Opinion
2:21-cv-00280-JAD-NJK
03-31-2023
REPORT AND RECOMMENDATION [DOCKET NO. 80]
Nancy J. Koppe United States Magistrate Judge
Pending before the Court is Plaintiffs' motion for leave to file a third amended complaint. Docket No. 80. Defendants filed a response in opposition. Docket No. 81. Plaintiffs filed a reply. Docket No. 82. The motion is properly resolved without a hearing. See Local Rule 78-1. For the reasons discussed more fully below, the undersigned RECOMMENDS that the motion for leave to amend be DENIED.
I. BACKGROUND
This case arises out of an incident during Plaintiffs' stay at the Aria Resort and Casino in June 2019. See Second Amended Complaint (Docket No. 61) at ¶ 19. Plaintiffs bring racial discrimination suit on the grounds that they were wrongfully trespassed and mistreated because of their race.
A fulsome overview of the factual allegations has been provided elsewhere by United States District Judge Jennifer A. Dorsey. Docket No. 60 at 2-5.

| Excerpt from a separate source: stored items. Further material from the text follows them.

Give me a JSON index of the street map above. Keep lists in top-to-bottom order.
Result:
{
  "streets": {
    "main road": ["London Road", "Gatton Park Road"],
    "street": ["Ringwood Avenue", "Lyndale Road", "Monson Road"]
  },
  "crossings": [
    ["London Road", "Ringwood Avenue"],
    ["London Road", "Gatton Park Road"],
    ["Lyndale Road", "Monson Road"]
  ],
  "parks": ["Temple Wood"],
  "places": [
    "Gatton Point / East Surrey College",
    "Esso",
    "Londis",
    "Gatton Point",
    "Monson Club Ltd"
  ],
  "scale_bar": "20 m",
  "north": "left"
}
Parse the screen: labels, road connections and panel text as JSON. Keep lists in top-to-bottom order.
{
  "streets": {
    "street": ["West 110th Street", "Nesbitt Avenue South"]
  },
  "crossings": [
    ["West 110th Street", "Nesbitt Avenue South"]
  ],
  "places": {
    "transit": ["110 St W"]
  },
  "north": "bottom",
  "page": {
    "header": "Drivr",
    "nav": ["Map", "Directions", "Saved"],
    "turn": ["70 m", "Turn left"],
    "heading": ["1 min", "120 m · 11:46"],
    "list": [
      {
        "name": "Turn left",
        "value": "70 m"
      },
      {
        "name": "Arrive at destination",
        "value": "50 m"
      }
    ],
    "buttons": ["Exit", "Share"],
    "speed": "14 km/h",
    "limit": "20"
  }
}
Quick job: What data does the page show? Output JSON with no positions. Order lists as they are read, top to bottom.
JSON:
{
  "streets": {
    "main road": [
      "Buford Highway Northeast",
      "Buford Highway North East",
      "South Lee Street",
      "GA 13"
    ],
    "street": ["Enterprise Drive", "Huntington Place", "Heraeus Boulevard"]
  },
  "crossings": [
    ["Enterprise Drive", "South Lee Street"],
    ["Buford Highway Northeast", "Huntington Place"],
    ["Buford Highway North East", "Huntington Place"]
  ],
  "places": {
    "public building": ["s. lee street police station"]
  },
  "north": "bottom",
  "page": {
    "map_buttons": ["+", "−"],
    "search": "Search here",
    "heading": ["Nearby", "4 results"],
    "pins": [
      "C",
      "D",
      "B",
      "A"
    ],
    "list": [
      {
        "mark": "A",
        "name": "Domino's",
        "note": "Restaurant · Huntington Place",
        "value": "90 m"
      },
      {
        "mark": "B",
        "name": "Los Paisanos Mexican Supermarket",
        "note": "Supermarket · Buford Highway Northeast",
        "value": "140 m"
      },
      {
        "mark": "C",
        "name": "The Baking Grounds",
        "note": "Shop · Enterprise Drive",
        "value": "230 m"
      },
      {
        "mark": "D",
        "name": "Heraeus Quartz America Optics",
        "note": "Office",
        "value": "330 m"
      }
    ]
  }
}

The deadline to amend expired on August 31, 2021. See Docket No. 23. After granting in part Defendants' motion to dismiss, Judge Dorsey allowed Plaintiffs until June 10, 2022, to file a second amended complaint as to only the claims for intentional infliction of emotional distress. Docket No. 60 at 13. On June 10, 2022, that second amended complaint was filed. Docket No. 61. On December 22, 2022, Plaintiffs sought leave to file a third amended complaint. Docket No. 78. On December 27, 2022, that motion was denied without prejudice for failing to address the governing standards. Docket No. 79. On January 25, 2022, Plaintiffs renewed their motion for leave to file a third amended complaint, which is the motion currently before the Court. Docket No. 80. Discovery is set to close on April 13, 2023, Docket No. 77 at 5, and is not expected to be extended, see id. at 6 (granting seventh request to extend discovery deadlines with admonition that “NO FURTHER EXTENSIONS WILL BE GRANTED” (emphasis in original)).
II. STANDARDS
When a party moves to amend the pleadings after the expiration of the deadline established in the scheduling order, courts review the motion through a two-step process. As a threshold matter, courts treat the motion as seeking to amend the scheduling order. Such a request implicates the “good cause” standard outlined in Rule 16(b) of the Federal Rules of Civil Procedure. Johnson v. Mammoth Recreations, Inc., 975 F.2d 604, 608 (9th Cir. 1992). “Rule 16(b)'s ‘good cause' standard primarily considers the diligence of the party seeking the amendment.” Id. at 609. In particular, courts look to whether the deadline set in the scheduling order “cannot reasonably be met despite the diligence of the party seeking the extension.” Id. The diligence inquiry also addresses other pertinent circumstances, including whether the movant was prompt in seeking relief from the Court once it became apparent that relief from the scheduling order was needed. See Jackson v. Laureate, Inc., 186 F.R.D. 605, 608 (E.D. Cal. 1999) (citing Eckert Cold Storage, Inc. v. Behl, 943 F.Supp. 1230, 1233 (E.D. Cal. 1996)). Although prejudice to the opposing party may also be considered, the focus of the inquiry is on the movant's reasons for seeking modification. Johnson, 975 F.2d at 609 . “If that party was not diligent, the inquiry should end.” Id. The party seeking amendment bears the burden of establishing diligence. See Singer v. Las Vegas Athletic Clubs, 376 F.Supp.3d 1062, 1077 (D. Nev. 2019); see also Morgal v. Maricopa County Bd. Of Supervisors, 284 F.R.D. 452, 460 (D. Ariz. 2012).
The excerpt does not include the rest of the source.